In both case, tyrannical power brought about violence resistance. Those who imposed the tyranny were more at fault than the violent resisters. I see indigenous rebels more like them than criminals.
This reminds me as well of current attitudes among many conservatives of many stripes, where they see clearly the damage to property caused by rebels such as members of Black Lives Matter or Antifa, but cannot see the injustice against which they are rebelling, even though it is usually much more serious.
Defenders of the status quo often don’t see the injustice because that is how privilege works. Privilege disguises injustice as just deserts.
As well, we must remember that Christian churches are not innocents here. Even though some of them have apologized, while others did not, they were a vital part of the oppression of indigenous people and in particular indigenous children during the 19th and 20th centuries. They were not innocent bystanders. They were actors directly involved in the oppression.
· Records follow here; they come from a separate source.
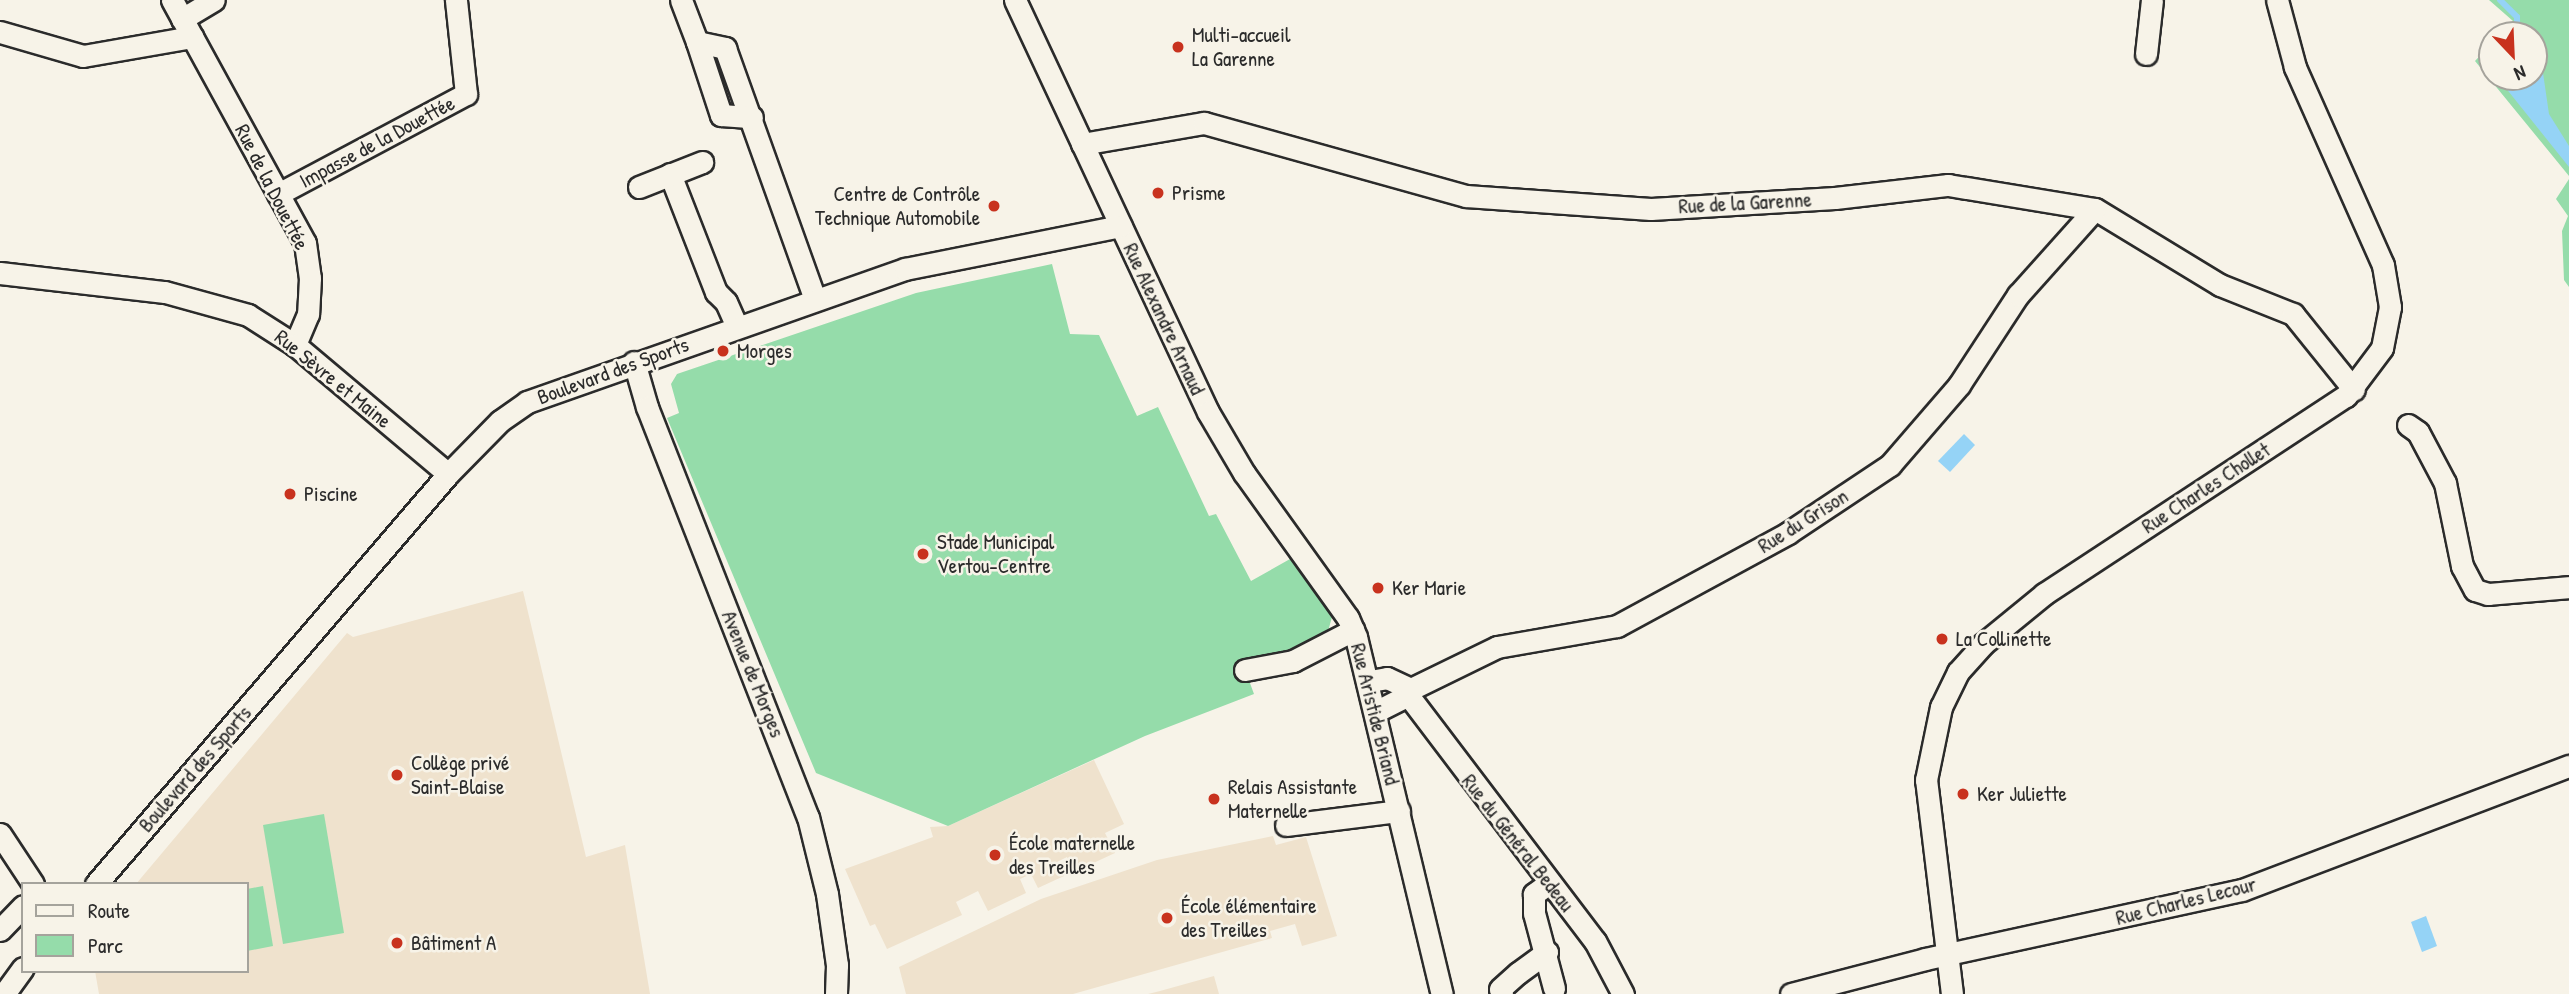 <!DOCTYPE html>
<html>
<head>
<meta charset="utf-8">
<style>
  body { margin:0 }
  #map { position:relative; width:2569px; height:994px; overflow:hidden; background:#f7f3e8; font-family:"Patrick Hand",sans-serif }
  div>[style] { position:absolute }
  .built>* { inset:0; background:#efe2cd }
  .green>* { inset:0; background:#95dcaa }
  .water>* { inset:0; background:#95d3f6 }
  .stream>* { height:6px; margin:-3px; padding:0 3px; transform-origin:3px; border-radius:3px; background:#95d3f6 }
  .roads { filter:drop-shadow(2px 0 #2b2b2b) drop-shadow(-2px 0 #2b2b2b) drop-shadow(0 2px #2b2b2b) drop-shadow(0 -2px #2b2b2b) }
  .minor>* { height:21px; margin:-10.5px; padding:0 10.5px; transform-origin:10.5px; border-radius:10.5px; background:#f7f3e8 }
  .dots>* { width:19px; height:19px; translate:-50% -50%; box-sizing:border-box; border:4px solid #f7f3e8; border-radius:50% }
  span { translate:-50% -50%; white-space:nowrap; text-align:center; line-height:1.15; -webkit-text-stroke:5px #f7f3e8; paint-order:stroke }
  .poi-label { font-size:21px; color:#2b2b2b }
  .left { translate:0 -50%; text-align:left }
  .right { translate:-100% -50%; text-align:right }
  .street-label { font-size:21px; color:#2b2b2b }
  .legend { position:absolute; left:21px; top:882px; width:228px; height:91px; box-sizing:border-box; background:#f7f3e8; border:2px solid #a5a39c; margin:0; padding:9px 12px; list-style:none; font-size:21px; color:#2b2b2b }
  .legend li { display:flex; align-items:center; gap:14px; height:35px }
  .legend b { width:35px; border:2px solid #a5a39c }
  .north { position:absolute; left:2478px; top:21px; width:70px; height:70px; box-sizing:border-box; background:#f7f3e8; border:2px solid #a5a39c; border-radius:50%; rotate:157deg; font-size:19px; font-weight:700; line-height:28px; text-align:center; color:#2b2b2b }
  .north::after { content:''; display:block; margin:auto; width:24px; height:32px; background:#c8321e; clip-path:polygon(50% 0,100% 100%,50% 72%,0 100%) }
</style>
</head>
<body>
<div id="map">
  <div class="built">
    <i style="clip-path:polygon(523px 591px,586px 857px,625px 845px,650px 994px,99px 994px,95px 971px,247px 971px,247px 884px,136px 884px,347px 633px,353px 637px)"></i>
    <i style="clip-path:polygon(1094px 760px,1124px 824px,1105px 833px,1115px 853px,1074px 872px,1067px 857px,1057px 862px,1064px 876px,1038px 888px,1031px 874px,1020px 879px,1026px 893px,988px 911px,978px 891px,956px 902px,962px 915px,887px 949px,875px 924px,870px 926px,845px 869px,933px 837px,930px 827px,948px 826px)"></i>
    <i style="clip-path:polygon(1273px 836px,1276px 845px,1306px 837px,1337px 936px,1302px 946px,1295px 924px,1270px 931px,1272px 938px,1073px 994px,906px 994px,899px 967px,1041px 899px,1157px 860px)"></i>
    <i style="clip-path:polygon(1214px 976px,1219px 994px,1148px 994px,1160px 991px)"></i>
  </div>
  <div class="green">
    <i style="clip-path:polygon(2489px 0,2569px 0,2569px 176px,2475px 61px,2492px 43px,2492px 77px,2534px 77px,2534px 35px,2500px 35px,2513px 21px)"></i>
    <i style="clip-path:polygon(2569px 179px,2569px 287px,2564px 280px,2562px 231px,2568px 216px,2556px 199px)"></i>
    <i style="clip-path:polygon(1052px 264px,1070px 334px,1099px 335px,1137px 416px,1158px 407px,1209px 516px,1216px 514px,1251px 581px,1290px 559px,1332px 617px,1325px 642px,1247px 675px,1254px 694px,1145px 736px,948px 826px,816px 773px,667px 418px,679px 413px,671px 384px,677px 374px,916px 293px)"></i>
    <i style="clip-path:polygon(324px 814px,344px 933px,283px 944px,263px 825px)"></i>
    <i style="clip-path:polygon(263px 886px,273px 946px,247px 951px,247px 889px)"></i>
  </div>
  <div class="water">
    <i style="clip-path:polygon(2535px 56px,2542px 66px,2549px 114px,2569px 146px,2569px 167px,2497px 77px,2534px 77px)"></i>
    <i style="clip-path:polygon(1964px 434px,1975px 445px,1950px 472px,1938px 461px)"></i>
    <i style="clip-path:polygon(2426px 916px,2437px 946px,2422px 952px,2411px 922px)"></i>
  </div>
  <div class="stream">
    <i style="left:2500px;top:0;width:24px;rotate:45deg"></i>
    <i style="left:2517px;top:17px;width:18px;rotate:90deg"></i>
  </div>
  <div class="roads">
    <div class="minor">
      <i style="left:172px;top:0;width:277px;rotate:61.3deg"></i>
      <i style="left:305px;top:243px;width:35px;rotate:82deg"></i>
      <i style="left:310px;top:278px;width:36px;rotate:93deg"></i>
      <i style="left:308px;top:314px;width:34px;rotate:113deg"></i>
      <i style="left:681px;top:0;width:45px;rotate:69.1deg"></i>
      <i style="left:697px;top:42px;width:29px;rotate:12deg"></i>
      <i style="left:725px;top:48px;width:267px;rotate:70.3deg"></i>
      <i style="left:1015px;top:0;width:455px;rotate:64.9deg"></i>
      <i style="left:1208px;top:412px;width:71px;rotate:59.5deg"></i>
      <i style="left:1244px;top:473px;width:178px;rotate:54.4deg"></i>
      <i style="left:1348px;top:618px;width:21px;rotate:67deg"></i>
      <i style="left:1356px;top:637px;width:367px;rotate:76.5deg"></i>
      <i style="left:182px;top:19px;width:37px;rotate:-31deg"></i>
      <i style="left:0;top:32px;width:86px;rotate:16.1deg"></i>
      <i style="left:83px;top:56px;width:111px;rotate:-9.9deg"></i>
      <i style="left:697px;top:42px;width:77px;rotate:71.8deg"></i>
      <i style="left:721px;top:115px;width:31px;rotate:4deg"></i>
      <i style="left:2146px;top:54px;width:54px;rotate:-83.7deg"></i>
      <i style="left:1082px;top:144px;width:124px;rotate:-9.8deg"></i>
      <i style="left:1204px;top:123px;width:272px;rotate:15.6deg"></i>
      <i style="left:1466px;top:196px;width:185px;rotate:4deg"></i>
      <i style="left:1651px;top:209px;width:184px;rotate:-3.4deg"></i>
      <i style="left:1835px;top:198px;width:114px;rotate:-6.6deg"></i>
      <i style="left:1948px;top:185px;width:149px;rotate:9.3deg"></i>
      <i style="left:2095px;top:209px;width:146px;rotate:31.3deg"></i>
      <i style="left:2220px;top:285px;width:79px;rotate:21.7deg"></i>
      <i style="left:2293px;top:314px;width:97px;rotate:51.2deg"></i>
      <i style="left:670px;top:174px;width:127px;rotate:68.7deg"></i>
      <i style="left:716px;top:292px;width:14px;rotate:45deg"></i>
      <i style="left:726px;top:302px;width:27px;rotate:66deg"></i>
      <i style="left:639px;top:187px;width:68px;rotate:-21.6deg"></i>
      <i style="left:278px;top:194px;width:213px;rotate:-28deg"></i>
      <i style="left:466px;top:94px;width:95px;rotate:-96.1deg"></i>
      <i style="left:0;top:273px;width:166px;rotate:6.6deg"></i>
      <i style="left:165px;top:292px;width:86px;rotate:15.5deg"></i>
      <i style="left:248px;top:315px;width:56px;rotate:32.6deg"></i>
      <i style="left:295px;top:345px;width:200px;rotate:40.1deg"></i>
      <i style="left:634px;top:362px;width:47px;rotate:73.9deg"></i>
      <i style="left:647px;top:407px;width:440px;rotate:68.6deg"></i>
      <i style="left:808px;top:817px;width:79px;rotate:76.1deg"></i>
      <i style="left:827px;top:894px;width:72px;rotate:82deg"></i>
      <i style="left:837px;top:965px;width:29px;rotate:92deg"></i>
      <i style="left:2408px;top:425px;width:12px;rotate:35deg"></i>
      <i style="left:2418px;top:432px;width:58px;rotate:62.1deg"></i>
      <i style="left:2445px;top:483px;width:85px;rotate:78.4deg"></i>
      <i style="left:2462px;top:566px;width:27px;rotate:62deg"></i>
      <i style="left:2475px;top:590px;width:14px;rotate:17deg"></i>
      <i style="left:2488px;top:594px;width:81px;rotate:-4.9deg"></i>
      <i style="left:1245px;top:670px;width:49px;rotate:-10.6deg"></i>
      <i style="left:1293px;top:661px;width:68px;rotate:-27.3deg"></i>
      <i style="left:1370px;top:681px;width:17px;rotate:-10deg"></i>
      <i style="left:1387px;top:678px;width:26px;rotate:25deg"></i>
      <i style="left:1408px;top:695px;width:309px;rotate:52.8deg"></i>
      <i style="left:1595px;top:941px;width:60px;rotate:62.2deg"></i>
      <i style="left:1377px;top:711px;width:35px;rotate:-27deg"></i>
      <i style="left:1408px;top:695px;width:7px;rotate:-63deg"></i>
      <i style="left:1411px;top:689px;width:96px;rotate:-26deg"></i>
      <i style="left:1497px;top:647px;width:122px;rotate:-9.9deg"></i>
      <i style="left:1617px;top:626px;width:195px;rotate:-28.5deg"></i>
      <i style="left:1788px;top:533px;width:123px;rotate:-33.7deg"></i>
      <i style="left:1890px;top:465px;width:106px;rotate:-49.2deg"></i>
      <i style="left:1959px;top:385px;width:108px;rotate:-56.8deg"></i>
      <i style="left:2018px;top:295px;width:115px;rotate:-48.2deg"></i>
      <i style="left:1286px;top:825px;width:114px;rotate:-7.1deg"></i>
      <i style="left:0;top:834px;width:60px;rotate:56.6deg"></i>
      <i style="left:1549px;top:883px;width:19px;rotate:144deg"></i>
      <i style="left:1534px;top:894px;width:19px;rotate:90deg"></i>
      <i style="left:1534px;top:913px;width:78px;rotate:75.1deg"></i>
      <i style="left:96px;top:884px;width:540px;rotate:-49.35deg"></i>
      <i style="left:448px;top:474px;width:74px;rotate:-45.5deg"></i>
      <i style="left:500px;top:421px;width:33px;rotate:-35deg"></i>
      <i style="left:527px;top:402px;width:401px;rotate:-19.4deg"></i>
      <i style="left:905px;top:269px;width:220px;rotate:-11.3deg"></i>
      <i style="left:0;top:930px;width:33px;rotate:-46deg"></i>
      <i style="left:4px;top:994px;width:32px;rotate:-54deg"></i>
      <i style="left:1502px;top:994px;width:5px;rotate:-112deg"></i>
      <i style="left:1500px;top:989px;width:24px;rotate:-42deg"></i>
      <i style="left:1518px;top:973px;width:36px;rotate:-36deg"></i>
      <i style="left:1791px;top:994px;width:138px;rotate:-14.6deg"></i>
      <i style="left:1925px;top:959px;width:324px;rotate:-12.3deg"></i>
      <i style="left:2242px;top:890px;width:350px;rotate:-20.8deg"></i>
      <i style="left:1952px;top:994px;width:216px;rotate:-96.9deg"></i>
      <i style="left:1926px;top:780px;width:75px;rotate:-78.4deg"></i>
      <i style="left:1941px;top:707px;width:39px;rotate:-64deg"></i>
      <i style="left:1958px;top:672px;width:38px;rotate:-48deg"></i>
      <i style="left:1983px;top:644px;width:79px;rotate:-39.3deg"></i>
      <i style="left:2044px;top:594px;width:361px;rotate:-33.3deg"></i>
      <i style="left:2346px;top:396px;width:60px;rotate:-53.1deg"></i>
      <i style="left:2382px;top:348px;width:42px;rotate:-79deg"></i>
      <i style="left:2390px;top:307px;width:43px;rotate:-99.5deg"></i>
      <i style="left:2383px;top:265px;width:217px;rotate:-114deg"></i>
      <i style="left:2295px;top:67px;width:69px;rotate:-105deg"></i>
    </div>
  </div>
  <div class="dots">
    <i style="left:1178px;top:47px;background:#c8321e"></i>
    <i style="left:1158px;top:193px;background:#c8321e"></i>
    <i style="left:994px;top:206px;background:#c8321e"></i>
    <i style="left:723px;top:351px;background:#c8321e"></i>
    <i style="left:290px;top:494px;background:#c8321e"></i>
    <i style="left:923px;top:554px;background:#c8321e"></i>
    <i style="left:1378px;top:588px;background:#c8321e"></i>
    <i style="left:1942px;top:639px;background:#c8321e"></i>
    <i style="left:397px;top:775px;background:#c8321e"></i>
    <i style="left:1963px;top:794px;background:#c8321e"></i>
    <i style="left:1214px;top:799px;background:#c8321e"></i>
    <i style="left:995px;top:855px;background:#c8321e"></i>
    <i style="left:1167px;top:918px;background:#c8321e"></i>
    <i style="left:397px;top:943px;background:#c8321e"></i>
  </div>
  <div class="poi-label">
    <span class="left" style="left:1192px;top:47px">Multi-accueil<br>La Garenne</span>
    <span class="left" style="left:1172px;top:193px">Prisme</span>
    <span class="right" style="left:980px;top:206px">Centre de Contrôle<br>Technique Automobile</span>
    <span class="left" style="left:737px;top:351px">Morges</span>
    <span class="left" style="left:304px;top:494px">Piscine</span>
    <span class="left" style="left:937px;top:554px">Stade Municipal<br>Vertou-Centre</span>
    <span class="left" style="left:1392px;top:588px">Ker Marie</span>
    <span class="left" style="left:1956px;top:639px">La Collinette</span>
    <span class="left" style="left:411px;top:775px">Collège privé<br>Saint-Blaise</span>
    <span class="left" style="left:1228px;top:799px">Relais Assistante<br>Maternelle</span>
    <span class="left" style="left:1977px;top:794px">Ker Juliette</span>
    <span class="left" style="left:1009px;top:855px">École maternelle<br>des Treilles</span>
    <span class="left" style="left:1181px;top:918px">École élémentaire<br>des Treilles</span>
    <span class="left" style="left:411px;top:943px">Bâtiment A</span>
  </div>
  <div class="street-label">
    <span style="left:377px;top:142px;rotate:-28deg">Impasse de la Douettée</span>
    <span style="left:272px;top:187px;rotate:63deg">Rue de la Douettée</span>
    <span style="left:1745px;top:203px;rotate:-3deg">Rue de la Garenne</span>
    <span style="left:1164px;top:319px;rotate:65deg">Rue Alexandre Arnaud</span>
    <span style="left:613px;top:371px;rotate:-20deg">Boulevard des Sports</span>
    <span style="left:333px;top:379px;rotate:39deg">Rue Sèvre et Maine</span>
    <span style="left:2206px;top:488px;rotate:-33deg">Rue Charles Chollet</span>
    <span style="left:1803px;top:521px;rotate:-32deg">Rue du Grison</span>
    <span style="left:753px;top:674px;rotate:68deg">Avenue de Morges</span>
    <span style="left:1375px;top:714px;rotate:76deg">Rue Aristide Briand</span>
    <span style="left:195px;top:769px;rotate:-49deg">Boulevard des Sports</span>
    <span style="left:1518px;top:843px;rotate:52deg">Rue du Général Bedeau</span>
    <span style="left:2186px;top:901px;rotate:-14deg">Rue Charles Lecour</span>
  </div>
  <ul class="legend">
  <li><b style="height:9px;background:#f7f3e8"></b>Route</li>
  <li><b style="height:19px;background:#95dcaa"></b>Parc</li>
  </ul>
  <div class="north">N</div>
</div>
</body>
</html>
The federal government with its Christian church partners tried to destroy indigenous culture, indigenous religion, and indigenous children. It came close to doing that. It is hardly surprising that indigenous descendants of residential school students and their allies have a lot of distrust and animosity to both of those institutions. We can hardly be surprised either by the lack of action on the 94 calls for action of the Truth and Reconciliation Commission. The actions of indigenous rebels must be understood in this context.